Now, you can't wait until the last year in high school and take online correspondent courses to suddenly become eligible before college.
"I am not against improving and encouraging kids to do better academically," said Roy Williams, North Carolina men's basketball coach, in an ESPN.com interview. "I am against such a drastic step when there hasn't' been enough educational process for the high schools. There hasn't been enough time. There hasn't been enough discussion."
Williams' concerns are echoed around the country — that these new standards are on the heads of high school freshmen and many of their coaches and parents, and even high school administrators don't know anything about them.
I spoke to Trevor Wilson, director of BYU's student athletic center, on this issue and his concerns resonate with many college coaches. Generally, all agree increased focus on academics is a good thing and most kids will step up and get with it. But getting out the word and pulling it off this fast will be difficult.

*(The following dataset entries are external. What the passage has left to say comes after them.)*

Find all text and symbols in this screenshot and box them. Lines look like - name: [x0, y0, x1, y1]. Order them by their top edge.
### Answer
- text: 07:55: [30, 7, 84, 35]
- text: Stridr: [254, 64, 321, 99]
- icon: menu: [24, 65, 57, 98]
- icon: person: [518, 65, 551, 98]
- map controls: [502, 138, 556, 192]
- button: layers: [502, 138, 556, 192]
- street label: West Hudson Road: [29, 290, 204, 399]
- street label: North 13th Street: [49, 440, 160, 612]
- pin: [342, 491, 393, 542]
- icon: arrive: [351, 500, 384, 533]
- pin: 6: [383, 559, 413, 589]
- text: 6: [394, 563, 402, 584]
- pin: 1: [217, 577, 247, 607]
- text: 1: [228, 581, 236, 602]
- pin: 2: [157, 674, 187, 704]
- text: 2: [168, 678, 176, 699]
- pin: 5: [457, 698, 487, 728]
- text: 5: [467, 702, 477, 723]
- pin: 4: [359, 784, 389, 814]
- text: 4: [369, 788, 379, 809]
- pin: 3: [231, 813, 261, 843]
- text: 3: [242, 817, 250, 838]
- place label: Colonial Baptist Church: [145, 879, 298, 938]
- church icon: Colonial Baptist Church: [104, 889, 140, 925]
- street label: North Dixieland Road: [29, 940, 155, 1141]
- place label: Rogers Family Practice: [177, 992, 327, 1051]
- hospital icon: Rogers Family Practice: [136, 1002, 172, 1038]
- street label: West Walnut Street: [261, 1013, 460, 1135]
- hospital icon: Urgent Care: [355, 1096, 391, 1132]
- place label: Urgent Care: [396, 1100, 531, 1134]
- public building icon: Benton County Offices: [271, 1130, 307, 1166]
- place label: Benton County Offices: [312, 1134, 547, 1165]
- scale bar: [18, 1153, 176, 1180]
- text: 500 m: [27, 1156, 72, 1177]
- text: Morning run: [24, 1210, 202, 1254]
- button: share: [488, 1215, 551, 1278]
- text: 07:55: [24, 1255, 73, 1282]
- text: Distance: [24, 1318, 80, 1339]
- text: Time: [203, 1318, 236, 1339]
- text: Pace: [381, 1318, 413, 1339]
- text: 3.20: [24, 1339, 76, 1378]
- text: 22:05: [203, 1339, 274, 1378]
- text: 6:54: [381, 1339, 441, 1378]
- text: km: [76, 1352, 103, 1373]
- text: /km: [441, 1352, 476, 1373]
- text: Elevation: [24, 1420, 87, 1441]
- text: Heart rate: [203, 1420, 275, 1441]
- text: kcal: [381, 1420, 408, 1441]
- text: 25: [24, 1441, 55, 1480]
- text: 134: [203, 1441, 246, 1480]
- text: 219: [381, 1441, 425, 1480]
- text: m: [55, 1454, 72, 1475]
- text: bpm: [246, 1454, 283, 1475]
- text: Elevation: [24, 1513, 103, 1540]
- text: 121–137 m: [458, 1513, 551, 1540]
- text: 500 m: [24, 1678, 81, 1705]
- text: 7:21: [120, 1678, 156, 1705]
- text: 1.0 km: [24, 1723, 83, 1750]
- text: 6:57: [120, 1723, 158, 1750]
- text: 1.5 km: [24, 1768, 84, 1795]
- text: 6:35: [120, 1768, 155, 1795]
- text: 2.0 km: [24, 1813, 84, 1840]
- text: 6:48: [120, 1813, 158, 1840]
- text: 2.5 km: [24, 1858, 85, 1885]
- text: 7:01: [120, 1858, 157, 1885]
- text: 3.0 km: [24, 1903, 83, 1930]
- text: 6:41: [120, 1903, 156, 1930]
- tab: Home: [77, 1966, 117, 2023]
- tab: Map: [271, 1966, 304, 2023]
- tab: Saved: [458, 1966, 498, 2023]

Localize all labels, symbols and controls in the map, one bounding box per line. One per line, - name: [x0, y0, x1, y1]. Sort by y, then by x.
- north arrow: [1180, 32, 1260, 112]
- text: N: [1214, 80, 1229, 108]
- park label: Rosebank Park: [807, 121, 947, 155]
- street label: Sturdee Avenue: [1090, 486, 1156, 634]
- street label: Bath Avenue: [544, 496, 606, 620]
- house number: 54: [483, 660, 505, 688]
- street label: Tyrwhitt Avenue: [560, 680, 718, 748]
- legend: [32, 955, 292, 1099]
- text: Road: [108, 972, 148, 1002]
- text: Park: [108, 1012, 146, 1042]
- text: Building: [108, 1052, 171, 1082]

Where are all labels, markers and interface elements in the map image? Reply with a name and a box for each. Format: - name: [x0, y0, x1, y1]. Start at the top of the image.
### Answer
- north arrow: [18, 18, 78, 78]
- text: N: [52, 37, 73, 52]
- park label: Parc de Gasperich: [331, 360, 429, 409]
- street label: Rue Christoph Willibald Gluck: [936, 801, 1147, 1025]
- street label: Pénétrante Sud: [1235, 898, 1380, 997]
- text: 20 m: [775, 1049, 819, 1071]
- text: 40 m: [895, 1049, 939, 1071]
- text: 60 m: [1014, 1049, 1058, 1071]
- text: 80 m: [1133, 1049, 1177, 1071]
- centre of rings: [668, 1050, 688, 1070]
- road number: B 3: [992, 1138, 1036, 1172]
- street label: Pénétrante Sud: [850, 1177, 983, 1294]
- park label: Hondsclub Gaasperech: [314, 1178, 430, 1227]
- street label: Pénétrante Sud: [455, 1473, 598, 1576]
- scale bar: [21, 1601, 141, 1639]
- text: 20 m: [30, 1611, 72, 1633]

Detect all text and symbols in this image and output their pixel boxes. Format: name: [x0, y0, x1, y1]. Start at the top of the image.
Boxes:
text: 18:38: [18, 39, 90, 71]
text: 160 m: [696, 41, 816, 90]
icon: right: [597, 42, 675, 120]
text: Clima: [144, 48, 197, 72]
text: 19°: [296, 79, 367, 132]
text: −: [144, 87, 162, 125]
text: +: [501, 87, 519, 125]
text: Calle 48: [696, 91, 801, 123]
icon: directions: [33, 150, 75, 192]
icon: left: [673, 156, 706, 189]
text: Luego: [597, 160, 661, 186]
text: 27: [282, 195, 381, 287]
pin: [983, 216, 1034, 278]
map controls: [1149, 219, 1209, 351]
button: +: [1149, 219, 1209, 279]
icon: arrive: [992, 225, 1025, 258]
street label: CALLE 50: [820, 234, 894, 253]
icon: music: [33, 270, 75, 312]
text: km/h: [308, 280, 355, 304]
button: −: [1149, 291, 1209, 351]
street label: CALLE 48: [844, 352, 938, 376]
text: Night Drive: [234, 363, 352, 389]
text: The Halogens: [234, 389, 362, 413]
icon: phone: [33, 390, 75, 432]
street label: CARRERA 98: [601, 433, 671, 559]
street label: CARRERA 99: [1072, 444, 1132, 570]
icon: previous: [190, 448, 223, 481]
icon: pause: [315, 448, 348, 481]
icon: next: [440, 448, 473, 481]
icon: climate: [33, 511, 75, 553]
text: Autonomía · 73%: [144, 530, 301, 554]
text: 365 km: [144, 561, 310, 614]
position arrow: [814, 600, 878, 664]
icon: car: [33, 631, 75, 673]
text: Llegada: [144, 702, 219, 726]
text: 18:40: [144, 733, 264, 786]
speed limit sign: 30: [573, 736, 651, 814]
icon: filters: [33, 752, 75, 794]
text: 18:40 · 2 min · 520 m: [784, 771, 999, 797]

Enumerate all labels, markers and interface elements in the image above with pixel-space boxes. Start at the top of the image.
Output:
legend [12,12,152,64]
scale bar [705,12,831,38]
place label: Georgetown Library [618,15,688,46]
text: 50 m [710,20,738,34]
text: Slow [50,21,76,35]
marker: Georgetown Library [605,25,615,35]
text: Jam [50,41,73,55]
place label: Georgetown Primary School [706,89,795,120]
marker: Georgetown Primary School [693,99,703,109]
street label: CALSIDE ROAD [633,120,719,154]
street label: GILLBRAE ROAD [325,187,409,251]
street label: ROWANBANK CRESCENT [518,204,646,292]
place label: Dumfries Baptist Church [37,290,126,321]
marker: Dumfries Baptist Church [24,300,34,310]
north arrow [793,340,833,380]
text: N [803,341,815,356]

"This is going to be a challenge because of communication," Wilson said.
How many college recruiters can call up an eighth-grader and let him know he'd better get with the new program when he gets to high school? None. It is against NCAA regulations to call an eighth-grader. And how many recruiters can protect a ninth-grader if it's somebody they want?
Wilson, a former high school principal at Ogden High, said in his career he never received any formal training from the NCAA on academic requirements for his students.
"In fact, at a school of 1,200 students, you have classes that get filled up all the time and you are trying to find spots for students in classes. Sometimes you don't have the flexibility to accommodate a need in a given semester or year. If an athlete can't get the right core class at the right time with the new standard, I see problems," Wilson said.
A freshman entering high school this fall, who hopes to be eligible and compete for a Division I university must now do the following:
Complete 16 core classes and have 10 of them completed and passed by the end the junior year of high school. Seven of those 10 classes must be in English, math or science.
The minimum GPA in those 16 core classes has been elevated from 2.0 to 2.3.
The minimum GPA for a junior college transfer is 2.5.
The reasons for these new standards are part of academic reforms instigated by the NCAA to increase preparedness for athletes going to college, enhance graduation rates and protect the integrity of higher education at the nation's universities that field major college sports.
In short, there is no free pass for high school freshmen that want to play major college sports. They've got to dive in.
If these standards were in effect in 2009 and 2010 for college recruits, 15.3 percent of athletes overall would not meet the projected 2016 standards. But 35.2 percent of college football players would have failed and 43.1 percent of basketball players would have come short of the mark.
Another administrator I spoke to this past week said those failure statistics might be interesting, but if the new standards had been in place five years ago, it would not have been all that bad because kids rise to the occasion.
"The upscale is all philosophical, in raising the standard and preparing the athletes," Wilson said.
"The downside — and they've corrected one of those by changing the original date of enactment of 2015 to 2016 — is the communication that happens at the high school level; it isn't always accurate," Wilson said.
Wilson said the other concern he has is now 10 of the 16 core classes have to be done by the end of junior year and if a student messes up or if they were wrongly advised by a high school counselor, they don't have time to correct it.
"It does happen," Wilson said. "I've seen it all the time and it will happen."
If a college recruiter signs an ineligible player who hasn't met the new standard, he can accept a scholarship but would be still be ineligible, thus bringing back the academic redshirt year we had back when the "Prop 48" label applied to non-qualifiers.
Another concern Wilson said is some potential student-athletes may be at a school that has no idea about these standards, and some charter schools that may not be informed. By the time this young person discovers they have the talent to be recruited, it may be too late to do the core work.
"The main people who will inform these recruits are those recruiting them (coaches). In all my years of public education, I've never received any training on NCAA academic core requirements," Wilson said.
So, put the message out there now.
If you are a young person who believes someday you will be good enough to play major college football, basketball, track, baseball or some other sport, better buckle down early.
You can't wander around guessing and dreaming while messing up on accumulating core classes required to be a Division I athlete.
And it all starts your first year of high school, or as a ninth grader.